Due to the recent economic downturn and the general focus on core business and strategic clients, many global banks have started to narrow their focus. Not all companies can expect to be welcomed as valued customers any more and many existing customers have to accept that they will no longer get the attention from banks that they got three to five years ago in terms of service or credit. Customer target lists have been reduced significantly; only well known multinationals can feel relatively secure. This frustrates many medium-sized and large companies. Finding a cash management provider that serves their pan-European needs is once again on the agenda for many.

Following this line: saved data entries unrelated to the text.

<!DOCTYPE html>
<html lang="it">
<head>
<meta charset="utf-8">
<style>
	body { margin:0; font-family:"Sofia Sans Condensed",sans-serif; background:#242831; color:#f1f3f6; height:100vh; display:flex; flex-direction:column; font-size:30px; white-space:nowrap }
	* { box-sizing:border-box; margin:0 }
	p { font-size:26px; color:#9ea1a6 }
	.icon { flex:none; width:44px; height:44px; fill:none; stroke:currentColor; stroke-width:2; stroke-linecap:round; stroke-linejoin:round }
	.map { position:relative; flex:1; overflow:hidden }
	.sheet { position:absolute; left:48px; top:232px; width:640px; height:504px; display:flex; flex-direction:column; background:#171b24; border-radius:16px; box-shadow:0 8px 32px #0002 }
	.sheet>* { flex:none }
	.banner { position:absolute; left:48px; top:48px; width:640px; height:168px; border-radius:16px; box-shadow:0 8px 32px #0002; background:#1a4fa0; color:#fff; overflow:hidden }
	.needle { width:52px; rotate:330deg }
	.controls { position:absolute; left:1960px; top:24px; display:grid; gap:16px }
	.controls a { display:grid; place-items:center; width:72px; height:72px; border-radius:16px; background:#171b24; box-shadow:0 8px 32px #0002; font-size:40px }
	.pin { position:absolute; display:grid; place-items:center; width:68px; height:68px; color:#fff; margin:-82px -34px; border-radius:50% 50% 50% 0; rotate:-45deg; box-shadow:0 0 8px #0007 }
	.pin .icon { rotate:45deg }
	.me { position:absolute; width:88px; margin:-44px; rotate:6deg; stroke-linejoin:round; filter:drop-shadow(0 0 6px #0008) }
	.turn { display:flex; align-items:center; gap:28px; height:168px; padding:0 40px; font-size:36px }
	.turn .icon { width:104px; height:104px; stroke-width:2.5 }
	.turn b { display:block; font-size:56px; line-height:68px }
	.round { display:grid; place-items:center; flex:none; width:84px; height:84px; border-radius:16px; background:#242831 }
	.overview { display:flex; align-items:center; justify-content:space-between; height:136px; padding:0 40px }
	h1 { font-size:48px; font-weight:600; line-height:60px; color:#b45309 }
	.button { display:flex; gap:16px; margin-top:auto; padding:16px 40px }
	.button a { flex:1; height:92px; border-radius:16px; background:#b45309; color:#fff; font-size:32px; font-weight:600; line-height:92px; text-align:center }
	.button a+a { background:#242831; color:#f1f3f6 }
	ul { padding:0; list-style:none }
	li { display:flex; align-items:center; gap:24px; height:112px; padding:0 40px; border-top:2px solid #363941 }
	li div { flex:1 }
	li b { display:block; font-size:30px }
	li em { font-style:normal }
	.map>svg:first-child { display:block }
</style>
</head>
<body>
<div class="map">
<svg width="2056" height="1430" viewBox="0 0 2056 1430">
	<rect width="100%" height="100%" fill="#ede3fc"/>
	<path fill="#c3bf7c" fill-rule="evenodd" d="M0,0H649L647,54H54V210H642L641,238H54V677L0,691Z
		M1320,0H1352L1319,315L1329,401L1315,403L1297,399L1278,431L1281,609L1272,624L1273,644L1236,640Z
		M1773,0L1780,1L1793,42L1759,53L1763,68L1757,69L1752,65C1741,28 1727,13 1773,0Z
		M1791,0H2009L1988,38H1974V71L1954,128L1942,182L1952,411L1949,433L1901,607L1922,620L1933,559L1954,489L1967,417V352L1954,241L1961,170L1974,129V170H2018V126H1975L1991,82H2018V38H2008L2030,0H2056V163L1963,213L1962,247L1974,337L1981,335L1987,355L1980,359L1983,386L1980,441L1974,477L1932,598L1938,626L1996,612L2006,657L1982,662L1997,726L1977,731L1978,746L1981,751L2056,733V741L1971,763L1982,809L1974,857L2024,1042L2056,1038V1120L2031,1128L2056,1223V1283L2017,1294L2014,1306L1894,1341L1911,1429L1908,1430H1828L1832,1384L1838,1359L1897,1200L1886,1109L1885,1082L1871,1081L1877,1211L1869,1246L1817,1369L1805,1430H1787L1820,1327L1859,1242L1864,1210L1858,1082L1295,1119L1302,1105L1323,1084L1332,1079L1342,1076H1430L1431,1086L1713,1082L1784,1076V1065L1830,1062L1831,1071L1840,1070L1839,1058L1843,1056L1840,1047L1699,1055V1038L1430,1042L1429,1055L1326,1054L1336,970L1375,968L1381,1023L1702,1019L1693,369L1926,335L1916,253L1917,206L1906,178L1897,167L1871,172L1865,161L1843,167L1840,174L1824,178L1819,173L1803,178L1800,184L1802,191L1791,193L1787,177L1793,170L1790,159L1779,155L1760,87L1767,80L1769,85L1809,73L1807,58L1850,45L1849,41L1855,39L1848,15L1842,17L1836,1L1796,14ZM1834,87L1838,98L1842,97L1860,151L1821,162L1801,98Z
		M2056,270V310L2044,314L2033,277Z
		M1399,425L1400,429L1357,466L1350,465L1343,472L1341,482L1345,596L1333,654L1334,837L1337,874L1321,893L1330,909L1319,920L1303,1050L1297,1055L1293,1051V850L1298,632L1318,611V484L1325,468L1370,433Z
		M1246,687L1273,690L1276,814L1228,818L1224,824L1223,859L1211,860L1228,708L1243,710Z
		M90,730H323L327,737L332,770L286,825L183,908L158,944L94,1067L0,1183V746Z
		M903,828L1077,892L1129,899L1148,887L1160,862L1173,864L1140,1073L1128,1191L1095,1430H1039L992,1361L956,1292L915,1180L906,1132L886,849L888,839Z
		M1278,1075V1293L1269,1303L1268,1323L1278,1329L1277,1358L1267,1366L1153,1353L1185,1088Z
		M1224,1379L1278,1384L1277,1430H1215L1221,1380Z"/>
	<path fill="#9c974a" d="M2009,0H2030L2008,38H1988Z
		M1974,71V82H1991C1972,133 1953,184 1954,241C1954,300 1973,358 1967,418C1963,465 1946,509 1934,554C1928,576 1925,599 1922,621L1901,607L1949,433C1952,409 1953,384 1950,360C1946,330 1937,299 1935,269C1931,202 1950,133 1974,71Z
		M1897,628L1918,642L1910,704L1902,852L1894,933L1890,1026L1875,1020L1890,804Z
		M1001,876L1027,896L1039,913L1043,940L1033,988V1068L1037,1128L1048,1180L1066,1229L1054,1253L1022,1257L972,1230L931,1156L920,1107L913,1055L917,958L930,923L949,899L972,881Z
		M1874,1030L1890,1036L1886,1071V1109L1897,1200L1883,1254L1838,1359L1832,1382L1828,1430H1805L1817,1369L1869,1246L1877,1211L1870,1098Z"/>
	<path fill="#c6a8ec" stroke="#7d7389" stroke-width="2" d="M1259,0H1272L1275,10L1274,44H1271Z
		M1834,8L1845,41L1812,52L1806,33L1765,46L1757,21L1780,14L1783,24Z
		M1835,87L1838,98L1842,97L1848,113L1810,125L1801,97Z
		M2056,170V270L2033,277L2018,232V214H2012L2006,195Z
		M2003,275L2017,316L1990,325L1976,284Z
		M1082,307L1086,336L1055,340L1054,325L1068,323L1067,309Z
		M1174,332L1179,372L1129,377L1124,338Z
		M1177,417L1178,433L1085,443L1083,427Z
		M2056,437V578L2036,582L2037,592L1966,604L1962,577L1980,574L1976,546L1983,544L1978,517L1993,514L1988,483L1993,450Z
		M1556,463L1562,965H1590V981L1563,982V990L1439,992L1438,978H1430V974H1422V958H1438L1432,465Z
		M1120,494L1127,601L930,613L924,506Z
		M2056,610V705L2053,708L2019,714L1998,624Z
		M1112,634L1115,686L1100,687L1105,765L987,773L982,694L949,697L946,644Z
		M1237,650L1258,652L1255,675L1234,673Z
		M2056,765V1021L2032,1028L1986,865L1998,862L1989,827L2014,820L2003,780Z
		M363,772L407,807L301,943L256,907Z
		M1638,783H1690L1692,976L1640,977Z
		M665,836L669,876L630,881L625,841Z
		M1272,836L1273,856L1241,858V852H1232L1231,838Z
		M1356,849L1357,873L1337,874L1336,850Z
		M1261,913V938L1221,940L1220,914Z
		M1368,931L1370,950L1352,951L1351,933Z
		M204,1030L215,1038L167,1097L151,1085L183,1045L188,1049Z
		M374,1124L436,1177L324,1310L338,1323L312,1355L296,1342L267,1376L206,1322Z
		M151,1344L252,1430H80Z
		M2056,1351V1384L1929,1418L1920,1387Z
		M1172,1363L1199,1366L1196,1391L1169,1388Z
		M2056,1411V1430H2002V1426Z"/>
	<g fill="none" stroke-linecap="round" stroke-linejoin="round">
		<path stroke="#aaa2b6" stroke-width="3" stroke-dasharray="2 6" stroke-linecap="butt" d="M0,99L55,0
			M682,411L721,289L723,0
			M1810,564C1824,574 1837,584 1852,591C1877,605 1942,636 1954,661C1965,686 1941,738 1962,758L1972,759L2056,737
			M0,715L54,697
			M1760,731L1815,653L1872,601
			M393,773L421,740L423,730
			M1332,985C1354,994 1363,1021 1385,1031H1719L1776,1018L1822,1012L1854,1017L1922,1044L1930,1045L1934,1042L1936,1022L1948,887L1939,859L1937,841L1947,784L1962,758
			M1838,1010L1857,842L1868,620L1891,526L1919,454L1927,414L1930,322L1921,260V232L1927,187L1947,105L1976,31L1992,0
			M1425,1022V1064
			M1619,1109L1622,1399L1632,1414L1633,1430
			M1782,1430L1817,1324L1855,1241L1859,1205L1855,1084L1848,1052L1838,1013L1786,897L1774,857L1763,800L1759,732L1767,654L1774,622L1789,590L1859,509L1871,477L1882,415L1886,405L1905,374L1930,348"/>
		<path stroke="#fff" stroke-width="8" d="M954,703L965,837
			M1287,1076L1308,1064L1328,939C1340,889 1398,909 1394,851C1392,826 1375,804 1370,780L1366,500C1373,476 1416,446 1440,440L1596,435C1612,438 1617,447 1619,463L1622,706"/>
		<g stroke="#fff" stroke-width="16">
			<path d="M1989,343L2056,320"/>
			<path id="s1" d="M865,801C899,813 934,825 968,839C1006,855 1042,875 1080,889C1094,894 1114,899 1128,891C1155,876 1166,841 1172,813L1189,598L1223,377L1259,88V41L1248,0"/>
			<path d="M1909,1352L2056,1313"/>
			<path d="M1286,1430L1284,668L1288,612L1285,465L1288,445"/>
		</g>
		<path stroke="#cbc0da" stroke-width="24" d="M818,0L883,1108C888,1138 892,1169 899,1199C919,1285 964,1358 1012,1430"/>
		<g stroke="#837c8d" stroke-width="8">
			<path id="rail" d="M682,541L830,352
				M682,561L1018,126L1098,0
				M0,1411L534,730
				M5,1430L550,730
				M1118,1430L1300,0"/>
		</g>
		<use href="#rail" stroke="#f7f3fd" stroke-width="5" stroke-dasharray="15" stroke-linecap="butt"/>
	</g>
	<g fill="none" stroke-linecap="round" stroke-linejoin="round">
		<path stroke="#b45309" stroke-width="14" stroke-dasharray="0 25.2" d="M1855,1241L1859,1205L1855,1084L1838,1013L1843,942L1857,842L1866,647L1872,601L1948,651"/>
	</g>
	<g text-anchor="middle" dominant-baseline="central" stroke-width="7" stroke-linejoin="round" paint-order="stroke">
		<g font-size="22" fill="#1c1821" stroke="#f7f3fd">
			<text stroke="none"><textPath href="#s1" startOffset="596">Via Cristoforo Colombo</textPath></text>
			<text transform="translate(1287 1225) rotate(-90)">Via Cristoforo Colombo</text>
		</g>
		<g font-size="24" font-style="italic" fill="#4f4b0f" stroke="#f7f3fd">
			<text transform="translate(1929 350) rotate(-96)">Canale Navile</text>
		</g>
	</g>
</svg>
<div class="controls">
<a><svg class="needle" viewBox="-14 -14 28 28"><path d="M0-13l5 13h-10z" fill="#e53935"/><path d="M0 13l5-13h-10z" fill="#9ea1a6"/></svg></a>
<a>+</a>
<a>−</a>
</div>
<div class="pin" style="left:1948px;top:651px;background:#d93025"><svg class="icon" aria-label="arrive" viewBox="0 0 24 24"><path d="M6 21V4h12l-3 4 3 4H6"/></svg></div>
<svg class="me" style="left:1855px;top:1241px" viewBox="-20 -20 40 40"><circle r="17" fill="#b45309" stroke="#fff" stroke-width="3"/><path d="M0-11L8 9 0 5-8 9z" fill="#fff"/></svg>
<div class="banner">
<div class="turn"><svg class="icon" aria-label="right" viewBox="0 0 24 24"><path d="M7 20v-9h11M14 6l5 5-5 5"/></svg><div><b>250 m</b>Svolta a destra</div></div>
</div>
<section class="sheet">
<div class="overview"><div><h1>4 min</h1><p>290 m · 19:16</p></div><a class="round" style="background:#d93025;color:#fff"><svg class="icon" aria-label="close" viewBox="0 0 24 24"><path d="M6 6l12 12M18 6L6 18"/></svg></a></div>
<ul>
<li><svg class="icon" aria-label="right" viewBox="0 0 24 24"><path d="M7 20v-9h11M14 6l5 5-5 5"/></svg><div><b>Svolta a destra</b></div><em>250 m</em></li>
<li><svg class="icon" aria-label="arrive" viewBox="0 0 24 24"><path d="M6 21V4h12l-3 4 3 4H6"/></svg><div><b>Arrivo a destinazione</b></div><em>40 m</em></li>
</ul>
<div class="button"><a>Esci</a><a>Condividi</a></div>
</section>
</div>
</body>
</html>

Bank clubs are available to most corporates. The rationale is to join forces to offer the market a better geographical coverage. The idea is good, on paper, but will typically only solve some of the challenges the corporates face trying to establish a good cash management solution for a whole region. There are too many parties involved and the banks come from too many different legal jurisdictions to reach a satisfactory level of harmonisation. Joint development, support and overall pricing etc. is practically impossible. Also, do all involved banks have a true long-term interest in the specific corporate?

The evolvement of the a new kind of Partner-bank solution has arisen from the above-mentioned limitations. The aim is to find a partner with a common view on cash management and to integrate processes tight enough to be seen as a serious alternative to one-bank solutions. The challenges lie in legal harmonisation and speaking with one voice, but the strengths are substantial. The corporate client gets good geographical coverage and limits the risks inherent in relying on only one cash management provider. And, in some cases, the corporate has the opportunity of securing the banks’ long-term commitment to cash management and the client, by requesting a funding commitment before entering the solution.

Nevertheless, synergies and harmonisation must be real, not just slide presentations. Meeting the aforementioned requirements takes a lot of commitment from both partner-banks; few partnerships between banks have historically been more than just mutual agreements to mention each other’s names in presentations or proposals.

But things are changing! There are already a limited number of partner-bank solutions available in the European market that are beginning to prove very competitive alternatives to one-bank set-ups. A number of leading banks in cash management, regional as well as multi-continental, have come to the conclusion that a serious partnership between two banks offer the best solution for the majority of mid-sized to large corporates. The key ingredients are cross-border pooling ability combined with true local capabilities. To ensure quality, service level agreements (SLAs) are established between the banks. Corporates can thereby require an SLA bilaterally between and themselves and the banks to ‘legally secure’ quality of service and long-term commitment.